Goal of the exercise: Return all the entries below exactly as they were given.

[Data entries]
####

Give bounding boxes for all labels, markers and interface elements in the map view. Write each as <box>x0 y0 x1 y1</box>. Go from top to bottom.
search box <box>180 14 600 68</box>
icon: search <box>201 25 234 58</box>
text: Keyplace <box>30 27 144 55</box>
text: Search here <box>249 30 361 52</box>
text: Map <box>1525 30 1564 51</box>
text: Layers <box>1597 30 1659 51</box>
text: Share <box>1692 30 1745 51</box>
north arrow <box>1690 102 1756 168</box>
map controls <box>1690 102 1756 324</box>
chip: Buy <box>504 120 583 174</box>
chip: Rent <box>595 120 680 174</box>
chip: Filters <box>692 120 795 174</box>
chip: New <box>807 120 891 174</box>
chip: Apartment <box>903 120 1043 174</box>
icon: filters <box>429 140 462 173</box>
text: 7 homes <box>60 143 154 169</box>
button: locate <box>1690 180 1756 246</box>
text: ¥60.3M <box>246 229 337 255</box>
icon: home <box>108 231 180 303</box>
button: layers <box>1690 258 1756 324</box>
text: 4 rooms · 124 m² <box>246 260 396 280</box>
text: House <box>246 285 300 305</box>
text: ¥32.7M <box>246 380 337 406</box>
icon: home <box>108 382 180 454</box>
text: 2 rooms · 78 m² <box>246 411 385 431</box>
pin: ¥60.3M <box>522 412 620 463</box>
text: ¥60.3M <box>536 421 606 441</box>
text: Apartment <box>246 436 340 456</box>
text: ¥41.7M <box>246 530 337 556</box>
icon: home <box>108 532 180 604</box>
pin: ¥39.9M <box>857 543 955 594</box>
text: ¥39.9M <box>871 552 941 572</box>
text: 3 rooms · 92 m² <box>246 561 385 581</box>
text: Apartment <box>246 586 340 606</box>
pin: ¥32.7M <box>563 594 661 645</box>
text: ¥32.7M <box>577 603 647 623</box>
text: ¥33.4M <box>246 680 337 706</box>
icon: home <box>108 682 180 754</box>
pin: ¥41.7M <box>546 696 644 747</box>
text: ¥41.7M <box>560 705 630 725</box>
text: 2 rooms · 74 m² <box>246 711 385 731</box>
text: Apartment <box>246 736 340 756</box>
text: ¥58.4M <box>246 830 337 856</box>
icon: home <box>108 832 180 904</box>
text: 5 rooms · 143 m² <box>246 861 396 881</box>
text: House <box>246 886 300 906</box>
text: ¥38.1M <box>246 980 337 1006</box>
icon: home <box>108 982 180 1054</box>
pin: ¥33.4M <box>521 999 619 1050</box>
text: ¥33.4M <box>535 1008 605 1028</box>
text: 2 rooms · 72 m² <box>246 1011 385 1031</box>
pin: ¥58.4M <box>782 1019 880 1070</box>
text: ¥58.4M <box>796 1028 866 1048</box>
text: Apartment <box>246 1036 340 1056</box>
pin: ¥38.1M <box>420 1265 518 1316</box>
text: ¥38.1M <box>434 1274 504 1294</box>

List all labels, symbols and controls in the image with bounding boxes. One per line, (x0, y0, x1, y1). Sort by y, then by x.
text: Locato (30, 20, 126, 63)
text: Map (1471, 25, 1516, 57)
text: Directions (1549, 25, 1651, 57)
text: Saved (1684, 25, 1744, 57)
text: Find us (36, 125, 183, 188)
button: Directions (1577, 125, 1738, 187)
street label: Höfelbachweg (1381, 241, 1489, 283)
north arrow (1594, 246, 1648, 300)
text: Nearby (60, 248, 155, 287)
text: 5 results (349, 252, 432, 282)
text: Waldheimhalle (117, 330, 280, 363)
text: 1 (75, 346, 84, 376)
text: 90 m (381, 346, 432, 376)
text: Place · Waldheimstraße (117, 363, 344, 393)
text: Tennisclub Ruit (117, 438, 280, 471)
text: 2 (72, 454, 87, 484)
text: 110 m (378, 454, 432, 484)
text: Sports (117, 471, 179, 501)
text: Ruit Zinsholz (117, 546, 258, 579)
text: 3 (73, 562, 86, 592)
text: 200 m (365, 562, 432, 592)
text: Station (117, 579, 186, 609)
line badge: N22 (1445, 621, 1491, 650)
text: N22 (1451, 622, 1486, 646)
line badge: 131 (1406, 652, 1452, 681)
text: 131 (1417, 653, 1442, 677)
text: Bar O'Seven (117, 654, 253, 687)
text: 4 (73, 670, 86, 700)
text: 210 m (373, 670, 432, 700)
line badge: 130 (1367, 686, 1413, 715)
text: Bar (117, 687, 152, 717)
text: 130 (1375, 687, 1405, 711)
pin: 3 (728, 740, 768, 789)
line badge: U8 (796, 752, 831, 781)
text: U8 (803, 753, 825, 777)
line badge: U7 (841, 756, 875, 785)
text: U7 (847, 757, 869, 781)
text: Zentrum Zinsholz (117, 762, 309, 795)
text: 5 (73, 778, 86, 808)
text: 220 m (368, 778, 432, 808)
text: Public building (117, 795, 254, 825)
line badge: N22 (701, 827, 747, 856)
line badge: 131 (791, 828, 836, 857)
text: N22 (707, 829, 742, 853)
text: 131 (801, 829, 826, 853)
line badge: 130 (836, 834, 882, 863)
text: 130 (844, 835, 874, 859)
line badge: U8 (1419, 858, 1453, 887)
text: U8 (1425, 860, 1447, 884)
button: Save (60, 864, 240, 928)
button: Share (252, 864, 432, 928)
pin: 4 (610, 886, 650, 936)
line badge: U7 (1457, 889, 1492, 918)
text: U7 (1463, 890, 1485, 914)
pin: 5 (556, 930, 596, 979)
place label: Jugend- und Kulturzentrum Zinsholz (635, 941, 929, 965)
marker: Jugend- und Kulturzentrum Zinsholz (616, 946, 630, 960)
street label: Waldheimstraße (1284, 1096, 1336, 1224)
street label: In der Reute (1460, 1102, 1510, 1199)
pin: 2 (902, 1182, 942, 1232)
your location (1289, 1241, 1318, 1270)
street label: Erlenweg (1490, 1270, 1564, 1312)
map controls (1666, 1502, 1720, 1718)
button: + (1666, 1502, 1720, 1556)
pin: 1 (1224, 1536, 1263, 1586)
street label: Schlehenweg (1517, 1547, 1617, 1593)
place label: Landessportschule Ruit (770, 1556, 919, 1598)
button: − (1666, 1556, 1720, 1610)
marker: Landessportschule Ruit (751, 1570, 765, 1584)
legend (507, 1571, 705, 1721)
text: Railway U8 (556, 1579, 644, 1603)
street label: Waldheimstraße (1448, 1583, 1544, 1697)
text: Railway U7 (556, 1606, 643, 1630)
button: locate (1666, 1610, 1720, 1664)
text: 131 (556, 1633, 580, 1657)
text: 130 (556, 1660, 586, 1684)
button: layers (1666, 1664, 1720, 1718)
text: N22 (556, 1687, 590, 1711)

####

Task solution:
Give bounding boxes for all labels, markers and interface elements in the map view. Write each as <box>x0 y0 x1 y1</box>. Go from top to bottom.
search box <box>180 14 600 68</box>
icon: search <box>201 25 234 58</box>
text: Keyplace <box>30 27 144 55</box>
text: Search here <box>249 30 361 52</box>
text: Map <box>1525 30 1564 51</box>
text: Layers <box>1597 30 1659 51</box>
text: Share <box>1692 30 1745 51</box>
north arrow <box>1690 102 1756 168</box>
map controls <box>1690 102 1756 324</box>
chip: Buy <box>504 120 583 174</box>
chip: Rent <box>595 120 680 174</box>
chip: Filters <box>692 120 795 174</box>
chip: New <box>807 120 891 174</box>
chip: Apartment <box>903 120 1043 174</box>
icon: filters <box>429 140 462 173</box>
text: 7 homes <box>60 143 154 169</box>
button: locate <box>1690 180 1756 246</box>
text: ¥60.3M <box>246 229 337 255</box>
icon: home <box>108 231 180 303</box>
button: layers <box>1690 258 1756 324</box>
text: 4 rooms · 124 m² <box>246 260 396 280</box>
text: House <box>246 285 300 305</box>
text: ¥32.7M <box>246 380 337 406</box>
icon: home <box>108 382 180 454</box>
text: 2 rooms · 78 m² <box>246 411 385 431</box>
pin: ¥60.3M <box>522 412 620 463</box>
text: ¥60.3M <box>536 421 606 441</box>
text: Apartment <box>246 436 340 456</box>
text: ¥41.7M <box>246 530 337 556</box>
icon: home <box>108 532 180 604</box>
pin: ¥39.9M <box>857 543 955 594</box>
text: ¥39.9M <box>871 552 941 572</box>
text: 3 rooms · 92 m² <box>246 561 385 581</box>
text: Apartment <box>246 586 340 606</box>
pin: ¥32.7M <box>563 594 661 645</box>
text: ¥32.7M <box>577 603 647 623</box>
text: ¥33.4M <box>246 680 337 706</box>
icon: home <box>108 682 180 754</box>
pin: ¥41.7M <box>546 696 644 747</box>
text: ¥41.7M <box>560 705 630 725</box>
text: 2 rooms · 74 m² <box>246 711 385 731</box>
text: Apartment <box>246 736 340 756</box>
text: ¥58.4M <box>246 830 337 856</box>
icon: home <box>108 832 180 904</box>
text: 5 rooms · 143 m² <box>246 861 396 881</box>
text: House <box>246 886 300 906</box>
text: ¥38.1M <box>246 980 337 1006</box>
icon: home <box>108 982 180 1054</box>
pin: ¥33.4M <box>521 999 619 1050</box>
text: ¥33.4M <box>535 1008 605 1028</box>
text: 2 rooms · 72 m² <box>246 1011 385 1031</box>
pin: ¥58.4M <box>782 1019 880 1070</box>
text: ¥58.4M <box>796 1028 866 1048</box>
text: Apartment <box>246 1036 340 1056</box>
pin: ¥38.1M <box>420 1265 518 1316</box>
text: ¥38.1M <box>434 1274 504 1294</box>

List all labels, symbols and controls in the image with bounding boxes. One per line, (x0, y0, x1, y1). Sort by y, then by x.
text: Locato (30, 20, 126, 63)
text: Map (1471, 25, 1516, 57)
text: Directions (1549, 25, 1651, 57)
text: Saved (1684, 25, 1744, 57)
text: Find us (36, 125, 183, 188)
button: Directions (1577, 125, 1738, 187)
street label: Höfelbachweg (1381, 241, 1489, 283)
north arrow (1594, 246, 1648, 300)
text: Nearby (60, 248, 155, 287)
text: 5 results (349, 252, 432, 282)
text: Waldheimhalle (117, 330, 280, 363)
text: 1 (75, 346, 84, 376)
text: 90 m (381, 346, 432, 376)
text: Place · Waldheimstraße (117, 363, 344, 393)
text: Tennisclub Ruit (117, 438, 280, 471)
text: 2 (72, 454, 87, 484)
text: 110 m (378, 454, 432, 484)
text: Sports (117, 471, 179, 501)
text: Ruit Zinsholz (117, 546, 258, 579)
text: 3 (73, 562, 86, 592)
text: 200 m (365, 562, 432, 592)
text: Station (117, 579, 186, 609)
line badge: N22 (1445, 621, 1491, 650)
text: N22 (1451, 622, 1486, 646)
line badge: 131 (1406, 652, 1452, 681)
text: 131 (1417, 653, 1442, 677)
text: Bar O'Seven (117, 654, 253, 687)
text: 4 (73, 670, 86, 700)
text: 210 m (373, 670, 432, 700)
line badge: 130 (1367, 686, 1413, 715)
text: Bar (117, 687, 152, 717)
text: 130 (1375, 687, 1405, 711)
pin: 3 (728, 740, 768, 789)
line badge: U8 (796, 752, 831, 781)
text: U8 (803, 753, 825, 777)
line badge: U7 (841, 756, 875, 785)
text: U7 (847, 757, 869, 781)
text: Zentrum Zinsholz (117, 762, 309, 795)
text: 5 (73, 778, 86, 808)
text: 220 m (368, 778, 432, 808)
text: Public building (117, 795, 254, 825)
line badge: N22 (701, 827, 747, 856)
line badge: 131 (791, 828, 836, 857)
text: N22 (707, 829, 742, 853)
text: 131 (801, 829, 826, 853)
line badge: 130 (836, 834, 882, 863)
text: 130 (844, 835, 874, 859)
line badge: U8 (1419, 858, 1453, 887)
text: U8 (1425, 860, 1447, 884)
button: Save (60, 864, 240, 928)
button: Share (252, 864, 432, 928)
pin: 4 (610, 886, 650, 936)
line badge: U7 (1457, 889, 1492, 918)
text: U7 (1463, 890, 1485, 914)
pin: 5 (556, 930, 596, 979)
place label: Jugend- und Kulturzentrum Zinsholz (635, 941, 929, 965)
marker: Jugend- und Kulturzentrum Zinsholz (616, 946, 630, 960)
street label: Waldheimstraße (1284, 1096, 1336, 1224)
street label: In der Reute (1460, 1102, 1510, 1199)
pin: 2 (902, 1182, 942, 1232)
your location (1289, 1241, 1318, 1270)
street label: Erlenweg (1490, 1270, 1564, 1312)
map controls (1666, 1502, 1720, 1718)
button: + (1666, 1502, 1720, 1556)
pin: 1 (1224, 1536, 1263, 1586)
street label: Schlehenweg (1517, 1547, 1617, 1593)
place label: Landessportschule Ruit (770, 1556, 919, 1598)
button: − (1666, 1556, 1720, 1610)
marker: Landessportschule Ruit (751, 1570, 765, 1584)
legend (507, 1571, 705, 1721)
text: Railway U8 (556, 1579, 644, 1603)
street label: Waldheimstraße (1448, 1583, 1544, 1697)
text: Railway U7 (556, 1606, 643, 1630)
button: locate (1666, 1610, 1720, 1664)
text: 131 (556, 1633, 580, 1657)
text: 130 (556, 1660, 586, 1684)
button: layers (1666, 1664, 1720, 1718)
text: N22 (556, 1687, 590, 1711)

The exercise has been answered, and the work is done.